Work instruction:
Search the records below for "stream" and copy every line it turns up in.

Saved data entries:
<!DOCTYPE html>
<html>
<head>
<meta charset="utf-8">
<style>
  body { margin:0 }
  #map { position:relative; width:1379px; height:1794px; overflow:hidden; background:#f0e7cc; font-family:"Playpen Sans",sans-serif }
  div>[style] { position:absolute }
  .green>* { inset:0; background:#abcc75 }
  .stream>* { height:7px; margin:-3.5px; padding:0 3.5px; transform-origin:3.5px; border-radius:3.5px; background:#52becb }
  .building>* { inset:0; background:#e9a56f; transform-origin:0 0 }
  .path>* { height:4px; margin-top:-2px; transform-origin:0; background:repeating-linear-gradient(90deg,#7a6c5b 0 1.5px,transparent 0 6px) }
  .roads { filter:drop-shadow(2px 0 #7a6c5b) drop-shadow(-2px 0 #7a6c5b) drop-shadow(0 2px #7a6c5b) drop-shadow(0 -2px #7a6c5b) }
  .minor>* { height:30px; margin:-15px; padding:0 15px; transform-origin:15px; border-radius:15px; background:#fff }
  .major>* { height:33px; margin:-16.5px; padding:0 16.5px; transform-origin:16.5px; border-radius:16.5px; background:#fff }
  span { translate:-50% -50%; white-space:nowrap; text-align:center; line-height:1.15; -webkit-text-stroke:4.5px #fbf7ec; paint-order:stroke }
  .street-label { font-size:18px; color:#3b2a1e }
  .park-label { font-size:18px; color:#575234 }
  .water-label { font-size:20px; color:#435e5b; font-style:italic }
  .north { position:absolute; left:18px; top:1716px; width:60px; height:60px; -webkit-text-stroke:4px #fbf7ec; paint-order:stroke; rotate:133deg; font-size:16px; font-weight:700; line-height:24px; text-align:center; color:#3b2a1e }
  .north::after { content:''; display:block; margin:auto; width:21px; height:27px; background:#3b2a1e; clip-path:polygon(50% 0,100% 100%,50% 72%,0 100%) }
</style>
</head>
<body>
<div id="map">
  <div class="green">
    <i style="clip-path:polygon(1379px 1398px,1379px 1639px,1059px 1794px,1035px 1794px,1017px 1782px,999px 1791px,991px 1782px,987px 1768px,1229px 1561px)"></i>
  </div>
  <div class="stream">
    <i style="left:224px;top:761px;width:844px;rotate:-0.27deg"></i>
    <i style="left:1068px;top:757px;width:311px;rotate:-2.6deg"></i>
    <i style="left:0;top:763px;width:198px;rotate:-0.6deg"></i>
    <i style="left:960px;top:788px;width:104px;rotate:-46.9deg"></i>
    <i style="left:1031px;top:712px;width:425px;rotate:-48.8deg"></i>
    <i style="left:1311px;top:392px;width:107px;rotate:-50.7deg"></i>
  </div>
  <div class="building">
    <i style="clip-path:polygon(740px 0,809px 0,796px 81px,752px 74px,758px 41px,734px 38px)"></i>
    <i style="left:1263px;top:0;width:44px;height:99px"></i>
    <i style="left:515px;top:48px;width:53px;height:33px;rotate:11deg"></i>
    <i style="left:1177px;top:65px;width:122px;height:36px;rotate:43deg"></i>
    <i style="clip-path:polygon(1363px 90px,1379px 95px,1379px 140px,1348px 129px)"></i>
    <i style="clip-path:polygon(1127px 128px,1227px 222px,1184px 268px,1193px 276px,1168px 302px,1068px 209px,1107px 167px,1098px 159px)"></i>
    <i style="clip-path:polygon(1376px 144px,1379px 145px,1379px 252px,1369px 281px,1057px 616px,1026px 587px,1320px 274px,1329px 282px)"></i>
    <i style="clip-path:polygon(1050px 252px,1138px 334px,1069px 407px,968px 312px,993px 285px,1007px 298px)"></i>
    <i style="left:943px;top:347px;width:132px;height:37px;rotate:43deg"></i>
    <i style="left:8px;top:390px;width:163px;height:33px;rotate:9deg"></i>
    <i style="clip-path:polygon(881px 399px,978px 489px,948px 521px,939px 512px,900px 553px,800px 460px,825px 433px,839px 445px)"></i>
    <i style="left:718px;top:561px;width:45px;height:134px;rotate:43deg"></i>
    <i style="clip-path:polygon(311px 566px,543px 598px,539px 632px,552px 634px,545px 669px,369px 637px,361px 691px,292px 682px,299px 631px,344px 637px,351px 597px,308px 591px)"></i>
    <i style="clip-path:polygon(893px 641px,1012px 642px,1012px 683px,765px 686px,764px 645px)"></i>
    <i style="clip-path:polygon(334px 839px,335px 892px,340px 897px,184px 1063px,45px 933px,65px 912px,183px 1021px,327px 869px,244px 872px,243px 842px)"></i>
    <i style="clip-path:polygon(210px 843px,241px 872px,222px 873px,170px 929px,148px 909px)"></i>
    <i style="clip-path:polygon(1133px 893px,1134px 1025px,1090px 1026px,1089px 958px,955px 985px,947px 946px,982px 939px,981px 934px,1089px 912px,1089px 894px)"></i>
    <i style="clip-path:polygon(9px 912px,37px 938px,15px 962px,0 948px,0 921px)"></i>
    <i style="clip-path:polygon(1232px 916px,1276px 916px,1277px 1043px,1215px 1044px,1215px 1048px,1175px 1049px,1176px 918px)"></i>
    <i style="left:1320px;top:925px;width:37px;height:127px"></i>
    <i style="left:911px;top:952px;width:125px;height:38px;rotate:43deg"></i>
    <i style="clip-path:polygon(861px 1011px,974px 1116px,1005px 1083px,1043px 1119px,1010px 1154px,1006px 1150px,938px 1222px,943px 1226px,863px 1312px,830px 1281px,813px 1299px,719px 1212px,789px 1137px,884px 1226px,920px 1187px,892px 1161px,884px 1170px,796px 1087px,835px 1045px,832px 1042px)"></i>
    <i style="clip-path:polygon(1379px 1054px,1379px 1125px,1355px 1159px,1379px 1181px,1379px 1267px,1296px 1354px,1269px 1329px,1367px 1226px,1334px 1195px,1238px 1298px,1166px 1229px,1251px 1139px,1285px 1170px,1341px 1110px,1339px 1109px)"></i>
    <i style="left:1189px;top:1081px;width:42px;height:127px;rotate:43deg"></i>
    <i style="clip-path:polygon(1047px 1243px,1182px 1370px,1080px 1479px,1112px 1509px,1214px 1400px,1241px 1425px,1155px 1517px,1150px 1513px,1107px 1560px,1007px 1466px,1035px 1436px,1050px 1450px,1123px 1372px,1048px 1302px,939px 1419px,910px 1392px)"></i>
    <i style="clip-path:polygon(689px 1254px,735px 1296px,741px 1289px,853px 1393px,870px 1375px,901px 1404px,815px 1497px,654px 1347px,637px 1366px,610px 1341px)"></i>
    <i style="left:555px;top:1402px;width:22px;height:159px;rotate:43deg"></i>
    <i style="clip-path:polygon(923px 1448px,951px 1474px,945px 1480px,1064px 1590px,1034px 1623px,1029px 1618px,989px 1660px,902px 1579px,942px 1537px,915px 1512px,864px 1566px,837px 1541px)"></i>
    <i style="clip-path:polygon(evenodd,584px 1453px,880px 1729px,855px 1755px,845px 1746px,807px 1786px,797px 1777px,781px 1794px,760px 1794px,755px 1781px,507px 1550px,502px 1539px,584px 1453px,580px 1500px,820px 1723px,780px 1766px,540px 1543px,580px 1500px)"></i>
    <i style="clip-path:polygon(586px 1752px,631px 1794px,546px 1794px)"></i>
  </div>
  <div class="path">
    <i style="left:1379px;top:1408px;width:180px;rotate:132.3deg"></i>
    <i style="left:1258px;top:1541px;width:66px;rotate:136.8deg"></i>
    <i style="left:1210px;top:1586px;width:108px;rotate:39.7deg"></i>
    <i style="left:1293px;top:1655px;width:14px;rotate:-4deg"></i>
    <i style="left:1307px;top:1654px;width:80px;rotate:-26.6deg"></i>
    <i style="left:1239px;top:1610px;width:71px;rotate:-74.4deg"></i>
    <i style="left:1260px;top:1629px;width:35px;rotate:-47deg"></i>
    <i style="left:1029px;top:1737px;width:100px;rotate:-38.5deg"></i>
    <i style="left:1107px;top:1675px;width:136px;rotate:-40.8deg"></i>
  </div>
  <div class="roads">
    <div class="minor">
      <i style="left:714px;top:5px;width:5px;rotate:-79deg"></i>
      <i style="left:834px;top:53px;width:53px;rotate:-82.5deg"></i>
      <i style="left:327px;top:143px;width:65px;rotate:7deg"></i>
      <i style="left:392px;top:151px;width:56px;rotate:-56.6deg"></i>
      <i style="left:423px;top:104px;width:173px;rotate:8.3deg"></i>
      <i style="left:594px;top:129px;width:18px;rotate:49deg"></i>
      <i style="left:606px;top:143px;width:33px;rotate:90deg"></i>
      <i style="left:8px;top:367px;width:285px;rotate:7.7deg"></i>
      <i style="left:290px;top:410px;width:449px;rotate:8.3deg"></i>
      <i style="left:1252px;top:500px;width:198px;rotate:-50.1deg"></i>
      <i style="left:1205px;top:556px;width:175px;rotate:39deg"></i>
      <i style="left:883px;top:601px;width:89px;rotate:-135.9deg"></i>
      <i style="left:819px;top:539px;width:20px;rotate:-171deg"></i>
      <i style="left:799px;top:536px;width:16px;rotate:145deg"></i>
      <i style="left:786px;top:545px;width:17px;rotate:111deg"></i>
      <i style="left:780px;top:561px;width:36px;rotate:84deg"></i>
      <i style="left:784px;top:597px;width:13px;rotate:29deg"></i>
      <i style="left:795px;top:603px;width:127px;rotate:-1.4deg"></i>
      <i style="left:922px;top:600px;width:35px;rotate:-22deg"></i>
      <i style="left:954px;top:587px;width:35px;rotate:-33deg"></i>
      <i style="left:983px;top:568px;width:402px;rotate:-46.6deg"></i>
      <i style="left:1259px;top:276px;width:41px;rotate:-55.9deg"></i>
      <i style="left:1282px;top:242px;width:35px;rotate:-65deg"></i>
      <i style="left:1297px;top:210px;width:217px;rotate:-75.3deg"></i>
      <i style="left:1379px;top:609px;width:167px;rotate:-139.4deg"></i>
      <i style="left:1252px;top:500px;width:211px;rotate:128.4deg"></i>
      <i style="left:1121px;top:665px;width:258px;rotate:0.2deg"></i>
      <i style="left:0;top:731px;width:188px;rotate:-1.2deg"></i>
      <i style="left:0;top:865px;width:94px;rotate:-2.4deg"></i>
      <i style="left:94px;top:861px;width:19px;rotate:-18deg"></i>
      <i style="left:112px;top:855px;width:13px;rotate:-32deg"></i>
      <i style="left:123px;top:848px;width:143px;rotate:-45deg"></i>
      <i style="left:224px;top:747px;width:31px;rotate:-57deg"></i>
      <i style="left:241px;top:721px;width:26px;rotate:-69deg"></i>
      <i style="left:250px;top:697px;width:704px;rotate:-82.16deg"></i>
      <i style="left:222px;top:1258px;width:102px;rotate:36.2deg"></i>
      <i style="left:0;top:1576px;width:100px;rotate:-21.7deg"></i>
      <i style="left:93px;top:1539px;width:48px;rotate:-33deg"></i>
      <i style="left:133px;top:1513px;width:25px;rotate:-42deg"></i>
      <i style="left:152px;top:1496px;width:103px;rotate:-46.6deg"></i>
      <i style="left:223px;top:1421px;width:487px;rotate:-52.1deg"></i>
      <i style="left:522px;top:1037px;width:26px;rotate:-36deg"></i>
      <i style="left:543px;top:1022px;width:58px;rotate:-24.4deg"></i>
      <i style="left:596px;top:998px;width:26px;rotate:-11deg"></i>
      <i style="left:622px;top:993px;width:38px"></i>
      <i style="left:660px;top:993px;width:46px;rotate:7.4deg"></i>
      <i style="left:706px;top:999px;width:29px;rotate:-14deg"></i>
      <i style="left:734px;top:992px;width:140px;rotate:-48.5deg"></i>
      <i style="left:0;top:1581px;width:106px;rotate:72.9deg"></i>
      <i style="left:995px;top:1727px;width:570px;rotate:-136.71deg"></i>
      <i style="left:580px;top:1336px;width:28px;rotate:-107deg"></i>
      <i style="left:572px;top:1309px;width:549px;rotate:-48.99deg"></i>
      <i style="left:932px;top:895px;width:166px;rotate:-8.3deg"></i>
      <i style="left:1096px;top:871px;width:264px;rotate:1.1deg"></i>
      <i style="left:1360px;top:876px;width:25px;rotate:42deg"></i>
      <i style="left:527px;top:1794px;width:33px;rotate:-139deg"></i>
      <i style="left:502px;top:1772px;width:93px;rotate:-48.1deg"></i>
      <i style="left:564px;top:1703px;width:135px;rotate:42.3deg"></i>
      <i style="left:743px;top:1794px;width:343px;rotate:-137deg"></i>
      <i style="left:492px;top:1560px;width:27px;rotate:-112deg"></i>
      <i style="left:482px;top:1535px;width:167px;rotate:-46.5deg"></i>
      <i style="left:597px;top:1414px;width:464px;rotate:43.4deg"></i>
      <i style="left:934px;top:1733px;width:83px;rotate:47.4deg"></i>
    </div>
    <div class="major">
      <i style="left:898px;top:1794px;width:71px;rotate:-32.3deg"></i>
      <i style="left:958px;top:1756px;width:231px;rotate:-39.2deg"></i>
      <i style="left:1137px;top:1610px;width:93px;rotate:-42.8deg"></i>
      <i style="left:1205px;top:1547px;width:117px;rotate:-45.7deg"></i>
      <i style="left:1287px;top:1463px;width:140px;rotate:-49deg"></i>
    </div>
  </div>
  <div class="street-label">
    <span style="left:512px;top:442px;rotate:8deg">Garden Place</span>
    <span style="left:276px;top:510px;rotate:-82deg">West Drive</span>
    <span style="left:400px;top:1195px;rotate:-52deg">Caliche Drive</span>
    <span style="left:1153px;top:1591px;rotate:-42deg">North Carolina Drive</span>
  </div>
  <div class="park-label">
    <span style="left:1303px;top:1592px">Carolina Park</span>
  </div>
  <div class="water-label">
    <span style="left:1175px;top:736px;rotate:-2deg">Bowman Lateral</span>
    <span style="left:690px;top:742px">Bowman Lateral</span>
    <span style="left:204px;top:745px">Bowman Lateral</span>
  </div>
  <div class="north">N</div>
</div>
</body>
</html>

Answer to this problem:
  .stream>* { height:7px; margin:-3.5px; padding:0 3.5px; transform-origin:3.5px; border-radius:3.5px; background:#52becb }
  <div class="stream">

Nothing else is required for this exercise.